▶ [PROBLEM REQUIREMENTS]:
Return, from the data that follows, each line that holds the word "buttons".

▶ [EXERCISE INPUT]:
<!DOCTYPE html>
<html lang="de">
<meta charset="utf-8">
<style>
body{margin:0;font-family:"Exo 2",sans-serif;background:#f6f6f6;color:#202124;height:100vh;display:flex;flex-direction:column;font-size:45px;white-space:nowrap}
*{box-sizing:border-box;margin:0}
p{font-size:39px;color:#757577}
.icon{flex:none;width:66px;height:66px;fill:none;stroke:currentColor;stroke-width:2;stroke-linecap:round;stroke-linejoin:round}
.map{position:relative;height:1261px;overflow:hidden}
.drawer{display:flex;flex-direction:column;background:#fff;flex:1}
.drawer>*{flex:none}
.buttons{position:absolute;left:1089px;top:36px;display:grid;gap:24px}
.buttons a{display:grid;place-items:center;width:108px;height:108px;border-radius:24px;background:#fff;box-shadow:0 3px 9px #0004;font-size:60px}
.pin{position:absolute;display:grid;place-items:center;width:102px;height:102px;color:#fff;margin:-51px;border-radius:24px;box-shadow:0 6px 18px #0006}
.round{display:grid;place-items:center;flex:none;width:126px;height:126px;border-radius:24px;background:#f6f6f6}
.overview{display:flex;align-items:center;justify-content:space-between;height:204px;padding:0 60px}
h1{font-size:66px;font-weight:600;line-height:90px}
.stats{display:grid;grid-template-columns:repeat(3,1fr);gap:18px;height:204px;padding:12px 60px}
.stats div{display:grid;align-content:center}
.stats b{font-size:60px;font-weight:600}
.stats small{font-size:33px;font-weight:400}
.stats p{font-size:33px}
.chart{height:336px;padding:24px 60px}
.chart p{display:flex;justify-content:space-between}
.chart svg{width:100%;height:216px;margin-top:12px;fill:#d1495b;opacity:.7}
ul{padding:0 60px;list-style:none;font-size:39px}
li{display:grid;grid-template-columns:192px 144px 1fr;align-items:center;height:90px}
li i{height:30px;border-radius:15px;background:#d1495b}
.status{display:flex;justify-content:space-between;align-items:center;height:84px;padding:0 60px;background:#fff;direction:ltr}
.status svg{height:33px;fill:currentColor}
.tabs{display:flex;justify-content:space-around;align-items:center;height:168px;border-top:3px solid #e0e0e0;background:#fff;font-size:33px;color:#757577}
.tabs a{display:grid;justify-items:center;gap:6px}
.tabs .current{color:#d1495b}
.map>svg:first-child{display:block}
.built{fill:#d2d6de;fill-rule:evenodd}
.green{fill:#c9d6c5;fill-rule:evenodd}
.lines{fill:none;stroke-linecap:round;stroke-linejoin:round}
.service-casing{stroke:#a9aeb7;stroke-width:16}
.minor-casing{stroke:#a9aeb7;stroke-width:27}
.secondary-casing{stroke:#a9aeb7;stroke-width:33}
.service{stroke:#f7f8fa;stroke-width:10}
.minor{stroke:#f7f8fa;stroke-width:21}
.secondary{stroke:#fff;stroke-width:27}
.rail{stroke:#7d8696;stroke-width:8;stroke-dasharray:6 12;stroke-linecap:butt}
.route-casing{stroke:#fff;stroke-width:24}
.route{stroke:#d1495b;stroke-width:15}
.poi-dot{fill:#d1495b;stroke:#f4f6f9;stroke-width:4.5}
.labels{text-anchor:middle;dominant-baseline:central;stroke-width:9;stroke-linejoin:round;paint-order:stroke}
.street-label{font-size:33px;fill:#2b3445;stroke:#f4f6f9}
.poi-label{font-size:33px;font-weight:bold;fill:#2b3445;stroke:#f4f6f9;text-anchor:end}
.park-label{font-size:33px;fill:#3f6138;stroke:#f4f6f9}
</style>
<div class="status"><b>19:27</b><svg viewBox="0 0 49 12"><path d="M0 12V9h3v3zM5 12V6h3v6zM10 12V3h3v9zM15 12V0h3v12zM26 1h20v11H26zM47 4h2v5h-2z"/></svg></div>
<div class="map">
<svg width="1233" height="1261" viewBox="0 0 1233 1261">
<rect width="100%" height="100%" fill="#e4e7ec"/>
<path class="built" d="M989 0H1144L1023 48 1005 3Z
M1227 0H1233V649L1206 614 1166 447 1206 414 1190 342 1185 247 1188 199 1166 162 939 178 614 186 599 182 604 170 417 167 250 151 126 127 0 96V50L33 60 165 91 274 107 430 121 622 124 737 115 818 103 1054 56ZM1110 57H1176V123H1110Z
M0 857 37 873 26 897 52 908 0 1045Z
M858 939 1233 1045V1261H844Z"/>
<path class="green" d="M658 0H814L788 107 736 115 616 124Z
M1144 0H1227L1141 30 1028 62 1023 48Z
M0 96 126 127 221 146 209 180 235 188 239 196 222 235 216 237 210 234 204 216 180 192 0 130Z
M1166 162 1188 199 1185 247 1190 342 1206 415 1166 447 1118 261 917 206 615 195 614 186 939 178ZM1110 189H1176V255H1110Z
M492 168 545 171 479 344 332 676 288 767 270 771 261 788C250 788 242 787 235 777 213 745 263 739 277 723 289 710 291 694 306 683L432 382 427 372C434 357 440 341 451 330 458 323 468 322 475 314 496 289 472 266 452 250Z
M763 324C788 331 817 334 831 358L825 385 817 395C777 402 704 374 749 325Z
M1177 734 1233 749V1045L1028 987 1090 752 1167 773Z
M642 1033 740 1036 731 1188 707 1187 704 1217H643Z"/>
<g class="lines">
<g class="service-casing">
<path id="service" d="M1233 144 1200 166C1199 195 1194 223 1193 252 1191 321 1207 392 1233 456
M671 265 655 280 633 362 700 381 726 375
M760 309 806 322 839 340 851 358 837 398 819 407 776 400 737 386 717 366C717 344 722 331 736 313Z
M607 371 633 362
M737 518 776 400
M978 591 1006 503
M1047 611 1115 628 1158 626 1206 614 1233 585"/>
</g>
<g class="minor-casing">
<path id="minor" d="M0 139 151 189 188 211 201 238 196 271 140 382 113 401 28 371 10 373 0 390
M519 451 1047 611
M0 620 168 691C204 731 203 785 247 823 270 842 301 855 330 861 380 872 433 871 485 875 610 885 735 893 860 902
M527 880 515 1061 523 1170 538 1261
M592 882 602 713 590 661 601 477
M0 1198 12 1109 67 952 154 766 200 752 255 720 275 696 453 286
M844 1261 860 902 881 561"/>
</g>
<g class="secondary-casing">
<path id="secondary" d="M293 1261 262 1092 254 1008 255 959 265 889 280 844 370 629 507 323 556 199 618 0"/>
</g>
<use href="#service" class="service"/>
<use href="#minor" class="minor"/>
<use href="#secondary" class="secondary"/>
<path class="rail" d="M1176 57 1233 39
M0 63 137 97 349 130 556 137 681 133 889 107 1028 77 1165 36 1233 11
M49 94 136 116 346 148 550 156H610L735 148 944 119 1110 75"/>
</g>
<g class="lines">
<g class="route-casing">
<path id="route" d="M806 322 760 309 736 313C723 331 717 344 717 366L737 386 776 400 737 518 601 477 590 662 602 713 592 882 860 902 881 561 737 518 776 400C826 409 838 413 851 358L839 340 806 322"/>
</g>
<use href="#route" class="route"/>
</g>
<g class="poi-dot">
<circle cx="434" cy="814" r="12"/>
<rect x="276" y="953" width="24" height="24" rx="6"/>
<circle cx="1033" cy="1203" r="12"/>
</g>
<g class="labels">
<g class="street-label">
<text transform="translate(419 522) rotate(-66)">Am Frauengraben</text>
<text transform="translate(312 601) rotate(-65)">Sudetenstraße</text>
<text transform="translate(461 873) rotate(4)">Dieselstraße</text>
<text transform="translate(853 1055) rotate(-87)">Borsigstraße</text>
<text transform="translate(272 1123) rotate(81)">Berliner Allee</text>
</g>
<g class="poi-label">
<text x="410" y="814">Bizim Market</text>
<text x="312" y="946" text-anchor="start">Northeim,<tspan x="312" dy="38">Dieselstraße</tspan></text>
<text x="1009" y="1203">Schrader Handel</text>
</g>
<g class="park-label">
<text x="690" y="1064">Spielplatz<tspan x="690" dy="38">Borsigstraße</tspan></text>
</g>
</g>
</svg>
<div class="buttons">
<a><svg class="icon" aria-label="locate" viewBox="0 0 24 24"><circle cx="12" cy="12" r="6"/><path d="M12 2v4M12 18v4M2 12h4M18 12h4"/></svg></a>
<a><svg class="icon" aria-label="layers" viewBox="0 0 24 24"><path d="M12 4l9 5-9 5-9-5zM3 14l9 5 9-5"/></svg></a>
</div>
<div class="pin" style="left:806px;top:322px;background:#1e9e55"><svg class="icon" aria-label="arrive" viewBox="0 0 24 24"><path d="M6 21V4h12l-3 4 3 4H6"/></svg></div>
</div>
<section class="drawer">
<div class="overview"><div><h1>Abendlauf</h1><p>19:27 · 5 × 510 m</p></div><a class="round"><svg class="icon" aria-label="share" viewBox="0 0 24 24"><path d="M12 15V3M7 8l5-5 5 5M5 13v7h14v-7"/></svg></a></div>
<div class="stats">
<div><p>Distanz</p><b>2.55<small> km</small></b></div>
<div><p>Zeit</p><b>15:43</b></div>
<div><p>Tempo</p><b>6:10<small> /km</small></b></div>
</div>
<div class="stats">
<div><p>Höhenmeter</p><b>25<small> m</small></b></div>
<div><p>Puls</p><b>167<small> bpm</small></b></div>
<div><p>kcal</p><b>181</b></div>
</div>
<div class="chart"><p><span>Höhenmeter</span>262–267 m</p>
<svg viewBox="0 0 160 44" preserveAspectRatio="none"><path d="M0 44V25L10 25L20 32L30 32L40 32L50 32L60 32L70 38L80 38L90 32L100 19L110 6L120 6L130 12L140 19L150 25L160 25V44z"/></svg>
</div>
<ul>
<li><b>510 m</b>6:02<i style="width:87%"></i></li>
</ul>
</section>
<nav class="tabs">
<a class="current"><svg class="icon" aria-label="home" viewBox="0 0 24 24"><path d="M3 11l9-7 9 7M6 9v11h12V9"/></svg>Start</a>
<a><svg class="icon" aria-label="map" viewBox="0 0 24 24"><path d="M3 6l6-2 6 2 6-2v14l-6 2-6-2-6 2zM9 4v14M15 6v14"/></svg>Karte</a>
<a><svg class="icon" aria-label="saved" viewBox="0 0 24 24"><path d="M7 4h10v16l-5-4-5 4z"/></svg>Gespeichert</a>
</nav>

▶ [WRITTEN RESPONSE]:
.buttons{position:absolute;left:1089px;top:36px;display:grid;gap:24px}
.buttons a{display:grid;place-items:center;width:108px;height:108px;border-radius:24px;background:#fff;box-shadow:0 3px 9px #0004;font-size:60px}
<div class="buttons">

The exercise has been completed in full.